[[ TASK INPUT, beginning ]]

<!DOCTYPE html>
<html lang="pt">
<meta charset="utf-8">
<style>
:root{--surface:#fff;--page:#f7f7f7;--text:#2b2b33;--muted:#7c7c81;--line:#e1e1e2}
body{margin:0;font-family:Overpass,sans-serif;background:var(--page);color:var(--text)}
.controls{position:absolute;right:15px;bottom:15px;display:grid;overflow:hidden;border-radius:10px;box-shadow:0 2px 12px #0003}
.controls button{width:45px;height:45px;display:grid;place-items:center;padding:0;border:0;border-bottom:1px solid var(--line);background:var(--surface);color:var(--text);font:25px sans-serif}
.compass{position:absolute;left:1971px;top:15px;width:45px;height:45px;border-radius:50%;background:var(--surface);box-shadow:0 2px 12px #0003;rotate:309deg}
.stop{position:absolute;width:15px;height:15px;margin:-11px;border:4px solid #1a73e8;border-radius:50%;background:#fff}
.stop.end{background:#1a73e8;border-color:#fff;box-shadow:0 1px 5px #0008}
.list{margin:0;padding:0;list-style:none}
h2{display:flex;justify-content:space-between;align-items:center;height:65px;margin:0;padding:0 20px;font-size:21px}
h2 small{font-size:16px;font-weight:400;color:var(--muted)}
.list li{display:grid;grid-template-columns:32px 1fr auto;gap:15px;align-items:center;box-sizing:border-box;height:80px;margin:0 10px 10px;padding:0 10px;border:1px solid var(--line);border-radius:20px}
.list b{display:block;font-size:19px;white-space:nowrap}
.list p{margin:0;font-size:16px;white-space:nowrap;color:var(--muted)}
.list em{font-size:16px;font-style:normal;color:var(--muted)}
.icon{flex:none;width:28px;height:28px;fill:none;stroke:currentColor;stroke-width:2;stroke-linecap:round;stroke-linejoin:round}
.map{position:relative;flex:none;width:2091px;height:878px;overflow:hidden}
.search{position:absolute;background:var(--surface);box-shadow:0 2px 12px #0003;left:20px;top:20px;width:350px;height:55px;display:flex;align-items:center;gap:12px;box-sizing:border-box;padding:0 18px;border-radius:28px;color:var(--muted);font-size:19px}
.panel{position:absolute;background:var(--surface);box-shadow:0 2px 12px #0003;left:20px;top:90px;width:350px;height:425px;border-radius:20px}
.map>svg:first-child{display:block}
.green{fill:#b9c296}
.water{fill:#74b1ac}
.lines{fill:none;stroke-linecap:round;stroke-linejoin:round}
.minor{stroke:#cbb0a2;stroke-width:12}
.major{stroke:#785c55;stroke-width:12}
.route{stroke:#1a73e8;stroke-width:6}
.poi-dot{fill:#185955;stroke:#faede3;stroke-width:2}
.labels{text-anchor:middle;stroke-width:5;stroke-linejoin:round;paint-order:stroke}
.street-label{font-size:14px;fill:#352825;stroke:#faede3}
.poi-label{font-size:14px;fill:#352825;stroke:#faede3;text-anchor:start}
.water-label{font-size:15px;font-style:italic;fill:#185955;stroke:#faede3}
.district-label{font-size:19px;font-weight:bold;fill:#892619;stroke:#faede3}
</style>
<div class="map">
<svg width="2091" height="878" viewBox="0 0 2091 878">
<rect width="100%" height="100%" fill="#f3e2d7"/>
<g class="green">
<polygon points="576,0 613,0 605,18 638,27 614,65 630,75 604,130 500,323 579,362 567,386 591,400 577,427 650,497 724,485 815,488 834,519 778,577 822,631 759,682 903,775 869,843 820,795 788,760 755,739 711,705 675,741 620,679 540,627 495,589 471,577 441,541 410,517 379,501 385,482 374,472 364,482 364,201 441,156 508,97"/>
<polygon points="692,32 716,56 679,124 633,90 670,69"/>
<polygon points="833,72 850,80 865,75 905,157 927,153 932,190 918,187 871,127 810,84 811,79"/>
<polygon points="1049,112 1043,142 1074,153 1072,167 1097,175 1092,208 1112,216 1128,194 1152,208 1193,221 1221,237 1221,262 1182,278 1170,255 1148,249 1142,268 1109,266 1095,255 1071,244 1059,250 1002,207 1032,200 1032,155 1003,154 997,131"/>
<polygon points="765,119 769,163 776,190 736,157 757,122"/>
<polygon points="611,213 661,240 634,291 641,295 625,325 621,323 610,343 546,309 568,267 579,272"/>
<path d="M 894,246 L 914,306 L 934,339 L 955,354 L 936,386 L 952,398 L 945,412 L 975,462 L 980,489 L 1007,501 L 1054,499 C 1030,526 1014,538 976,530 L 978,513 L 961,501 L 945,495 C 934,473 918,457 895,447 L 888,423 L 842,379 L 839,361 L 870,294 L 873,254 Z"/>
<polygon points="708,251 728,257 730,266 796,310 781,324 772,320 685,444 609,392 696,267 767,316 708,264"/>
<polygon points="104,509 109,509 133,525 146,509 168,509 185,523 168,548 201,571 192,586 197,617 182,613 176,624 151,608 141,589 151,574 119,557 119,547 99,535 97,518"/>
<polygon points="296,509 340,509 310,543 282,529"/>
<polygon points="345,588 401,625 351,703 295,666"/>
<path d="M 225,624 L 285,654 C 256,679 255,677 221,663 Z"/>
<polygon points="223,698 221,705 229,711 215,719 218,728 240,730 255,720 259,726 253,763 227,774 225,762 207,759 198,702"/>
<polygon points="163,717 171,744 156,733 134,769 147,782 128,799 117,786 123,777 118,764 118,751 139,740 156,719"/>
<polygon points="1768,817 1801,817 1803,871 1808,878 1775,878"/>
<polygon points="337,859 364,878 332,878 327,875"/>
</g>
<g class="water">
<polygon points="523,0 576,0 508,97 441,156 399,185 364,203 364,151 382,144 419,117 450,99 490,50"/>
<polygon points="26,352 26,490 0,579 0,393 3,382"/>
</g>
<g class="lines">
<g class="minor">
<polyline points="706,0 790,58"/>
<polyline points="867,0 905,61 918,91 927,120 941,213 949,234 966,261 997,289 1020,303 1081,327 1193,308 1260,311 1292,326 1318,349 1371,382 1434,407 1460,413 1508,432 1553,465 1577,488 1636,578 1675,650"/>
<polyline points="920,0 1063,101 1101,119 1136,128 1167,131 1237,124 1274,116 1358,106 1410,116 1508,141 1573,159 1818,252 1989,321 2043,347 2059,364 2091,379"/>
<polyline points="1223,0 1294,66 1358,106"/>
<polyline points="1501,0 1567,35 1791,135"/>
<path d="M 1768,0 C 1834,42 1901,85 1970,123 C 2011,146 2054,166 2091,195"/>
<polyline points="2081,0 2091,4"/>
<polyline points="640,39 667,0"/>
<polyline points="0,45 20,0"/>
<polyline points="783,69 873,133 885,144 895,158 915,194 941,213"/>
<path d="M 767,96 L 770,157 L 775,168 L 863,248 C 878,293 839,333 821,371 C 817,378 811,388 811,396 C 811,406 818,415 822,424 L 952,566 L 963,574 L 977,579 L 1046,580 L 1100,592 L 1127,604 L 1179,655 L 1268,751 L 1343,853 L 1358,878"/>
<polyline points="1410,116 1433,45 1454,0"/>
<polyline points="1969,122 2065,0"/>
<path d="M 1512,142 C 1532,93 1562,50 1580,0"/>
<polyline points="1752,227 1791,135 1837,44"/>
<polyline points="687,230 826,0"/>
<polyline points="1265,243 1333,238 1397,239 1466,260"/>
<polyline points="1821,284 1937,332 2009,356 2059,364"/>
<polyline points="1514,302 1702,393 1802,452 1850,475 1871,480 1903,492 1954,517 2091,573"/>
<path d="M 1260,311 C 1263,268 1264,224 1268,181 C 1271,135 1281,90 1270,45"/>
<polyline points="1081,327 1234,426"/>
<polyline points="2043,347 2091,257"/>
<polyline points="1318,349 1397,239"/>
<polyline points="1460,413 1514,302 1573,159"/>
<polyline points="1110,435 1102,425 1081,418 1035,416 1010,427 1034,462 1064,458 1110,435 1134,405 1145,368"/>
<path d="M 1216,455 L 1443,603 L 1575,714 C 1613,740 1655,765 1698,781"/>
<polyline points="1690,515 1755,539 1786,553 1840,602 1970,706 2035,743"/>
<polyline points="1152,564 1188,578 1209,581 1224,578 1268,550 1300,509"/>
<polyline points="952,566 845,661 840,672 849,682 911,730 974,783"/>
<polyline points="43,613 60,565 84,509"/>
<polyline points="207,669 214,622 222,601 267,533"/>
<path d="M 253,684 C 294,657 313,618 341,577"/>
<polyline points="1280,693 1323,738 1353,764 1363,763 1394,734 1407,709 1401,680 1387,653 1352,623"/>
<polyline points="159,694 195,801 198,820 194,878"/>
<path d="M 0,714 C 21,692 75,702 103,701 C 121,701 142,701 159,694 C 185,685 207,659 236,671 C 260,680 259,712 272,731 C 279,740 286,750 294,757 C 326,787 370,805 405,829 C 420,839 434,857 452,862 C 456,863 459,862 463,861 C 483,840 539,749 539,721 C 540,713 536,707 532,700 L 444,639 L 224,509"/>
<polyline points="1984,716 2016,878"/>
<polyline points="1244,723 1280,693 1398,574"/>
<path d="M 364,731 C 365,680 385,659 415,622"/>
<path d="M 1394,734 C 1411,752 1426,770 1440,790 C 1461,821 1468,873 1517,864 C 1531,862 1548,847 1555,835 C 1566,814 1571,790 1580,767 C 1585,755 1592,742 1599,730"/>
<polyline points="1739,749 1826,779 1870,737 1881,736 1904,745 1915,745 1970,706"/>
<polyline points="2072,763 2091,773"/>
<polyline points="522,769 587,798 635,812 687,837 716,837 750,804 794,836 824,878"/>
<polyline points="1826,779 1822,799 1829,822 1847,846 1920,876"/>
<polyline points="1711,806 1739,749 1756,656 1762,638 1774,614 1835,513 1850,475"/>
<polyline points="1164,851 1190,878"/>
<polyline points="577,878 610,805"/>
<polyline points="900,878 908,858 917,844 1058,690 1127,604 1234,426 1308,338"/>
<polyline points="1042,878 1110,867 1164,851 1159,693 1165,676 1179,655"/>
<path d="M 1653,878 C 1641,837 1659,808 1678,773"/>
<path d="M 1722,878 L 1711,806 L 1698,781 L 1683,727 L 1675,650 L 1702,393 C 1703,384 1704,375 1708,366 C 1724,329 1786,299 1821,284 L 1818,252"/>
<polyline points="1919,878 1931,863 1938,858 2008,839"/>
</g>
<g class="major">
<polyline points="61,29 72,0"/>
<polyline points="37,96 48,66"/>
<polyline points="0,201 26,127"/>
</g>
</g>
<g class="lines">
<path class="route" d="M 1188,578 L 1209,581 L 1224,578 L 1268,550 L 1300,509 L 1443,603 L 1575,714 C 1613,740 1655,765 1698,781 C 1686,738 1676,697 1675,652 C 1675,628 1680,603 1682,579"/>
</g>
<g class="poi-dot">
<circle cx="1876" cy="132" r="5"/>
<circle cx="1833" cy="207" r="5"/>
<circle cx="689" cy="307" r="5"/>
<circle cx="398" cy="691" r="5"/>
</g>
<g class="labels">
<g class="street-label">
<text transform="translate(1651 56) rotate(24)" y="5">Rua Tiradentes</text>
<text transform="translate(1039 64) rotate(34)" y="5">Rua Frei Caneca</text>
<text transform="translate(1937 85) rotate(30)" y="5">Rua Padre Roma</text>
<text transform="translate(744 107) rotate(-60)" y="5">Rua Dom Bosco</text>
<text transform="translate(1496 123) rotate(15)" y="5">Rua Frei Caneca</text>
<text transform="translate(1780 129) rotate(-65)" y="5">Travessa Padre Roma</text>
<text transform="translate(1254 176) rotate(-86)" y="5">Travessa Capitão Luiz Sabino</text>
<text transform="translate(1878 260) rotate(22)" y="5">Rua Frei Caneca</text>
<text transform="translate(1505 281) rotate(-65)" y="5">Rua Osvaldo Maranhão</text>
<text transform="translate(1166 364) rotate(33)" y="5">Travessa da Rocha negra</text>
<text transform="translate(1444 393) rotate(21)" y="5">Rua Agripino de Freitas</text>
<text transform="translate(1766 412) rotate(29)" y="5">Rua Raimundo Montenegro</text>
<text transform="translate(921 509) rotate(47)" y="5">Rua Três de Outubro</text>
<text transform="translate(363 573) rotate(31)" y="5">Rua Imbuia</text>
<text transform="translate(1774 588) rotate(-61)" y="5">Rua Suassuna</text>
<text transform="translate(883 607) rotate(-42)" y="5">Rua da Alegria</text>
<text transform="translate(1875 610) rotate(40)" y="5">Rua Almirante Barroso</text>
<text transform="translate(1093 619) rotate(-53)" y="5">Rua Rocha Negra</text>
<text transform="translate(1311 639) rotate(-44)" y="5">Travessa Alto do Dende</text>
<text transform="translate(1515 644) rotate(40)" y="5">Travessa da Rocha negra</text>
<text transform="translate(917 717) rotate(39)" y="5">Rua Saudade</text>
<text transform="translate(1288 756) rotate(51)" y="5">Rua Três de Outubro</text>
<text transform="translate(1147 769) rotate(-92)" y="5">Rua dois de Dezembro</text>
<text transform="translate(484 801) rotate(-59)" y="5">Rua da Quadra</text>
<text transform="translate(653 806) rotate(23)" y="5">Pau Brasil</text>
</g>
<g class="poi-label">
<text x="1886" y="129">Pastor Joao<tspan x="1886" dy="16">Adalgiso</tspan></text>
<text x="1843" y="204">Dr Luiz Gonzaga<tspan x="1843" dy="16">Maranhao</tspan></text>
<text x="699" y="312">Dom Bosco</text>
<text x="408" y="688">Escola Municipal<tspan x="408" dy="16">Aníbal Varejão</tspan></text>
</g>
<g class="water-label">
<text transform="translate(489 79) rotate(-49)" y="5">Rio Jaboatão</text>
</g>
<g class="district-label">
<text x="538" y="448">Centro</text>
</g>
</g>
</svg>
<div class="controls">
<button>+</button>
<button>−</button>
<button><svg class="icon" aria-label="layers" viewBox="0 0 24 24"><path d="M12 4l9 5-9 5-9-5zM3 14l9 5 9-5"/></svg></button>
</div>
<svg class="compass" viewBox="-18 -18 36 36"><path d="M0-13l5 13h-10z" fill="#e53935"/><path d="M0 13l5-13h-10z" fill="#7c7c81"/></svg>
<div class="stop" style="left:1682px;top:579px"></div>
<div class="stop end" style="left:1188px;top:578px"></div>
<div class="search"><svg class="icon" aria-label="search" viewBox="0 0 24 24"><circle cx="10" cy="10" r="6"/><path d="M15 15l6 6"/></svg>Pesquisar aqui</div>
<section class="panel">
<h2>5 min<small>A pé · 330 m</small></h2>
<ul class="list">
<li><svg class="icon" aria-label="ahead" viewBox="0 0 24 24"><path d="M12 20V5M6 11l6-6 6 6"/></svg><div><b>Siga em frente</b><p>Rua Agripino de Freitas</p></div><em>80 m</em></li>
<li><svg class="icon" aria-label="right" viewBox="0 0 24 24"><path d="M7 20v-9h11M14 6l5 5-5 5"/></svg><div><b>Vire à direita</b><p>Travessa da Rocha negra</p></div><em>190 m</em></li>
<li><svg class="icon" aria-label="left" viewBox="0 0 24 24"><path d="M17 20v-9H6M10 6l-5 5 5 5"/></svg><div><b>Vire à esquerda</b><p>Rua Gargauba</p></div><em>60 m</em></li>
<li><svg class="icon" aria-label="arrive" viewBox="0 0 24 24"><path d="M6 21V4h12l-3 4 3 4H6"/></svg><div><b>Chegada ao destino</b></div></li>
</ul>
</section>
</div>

[[ TASK INPUT, end ]]

* [ASSIGNMENT] What are the lines above that hold the string "list"? Copy them.

* [ANSWER SPACE]
.list{margin:0;padding:0;list-style:none}
.list li{display:grid;grid-template-columns:32px 1fr auto;gap:15px;align-items:center;box-sizing:border-box;height:80px;margin:0 10px 10px;padding:0 10px;border:1px solid var(--line);border-radius:20px}
.list b{display:block;font-size:19px;white-space:nowrap}
.list p{margin:0;font-size:16px;white-space:nowrap;color:var(--muted)}
.list em{font-size:16px;font-style:normal;color:var(--muted)}
<ul class="list">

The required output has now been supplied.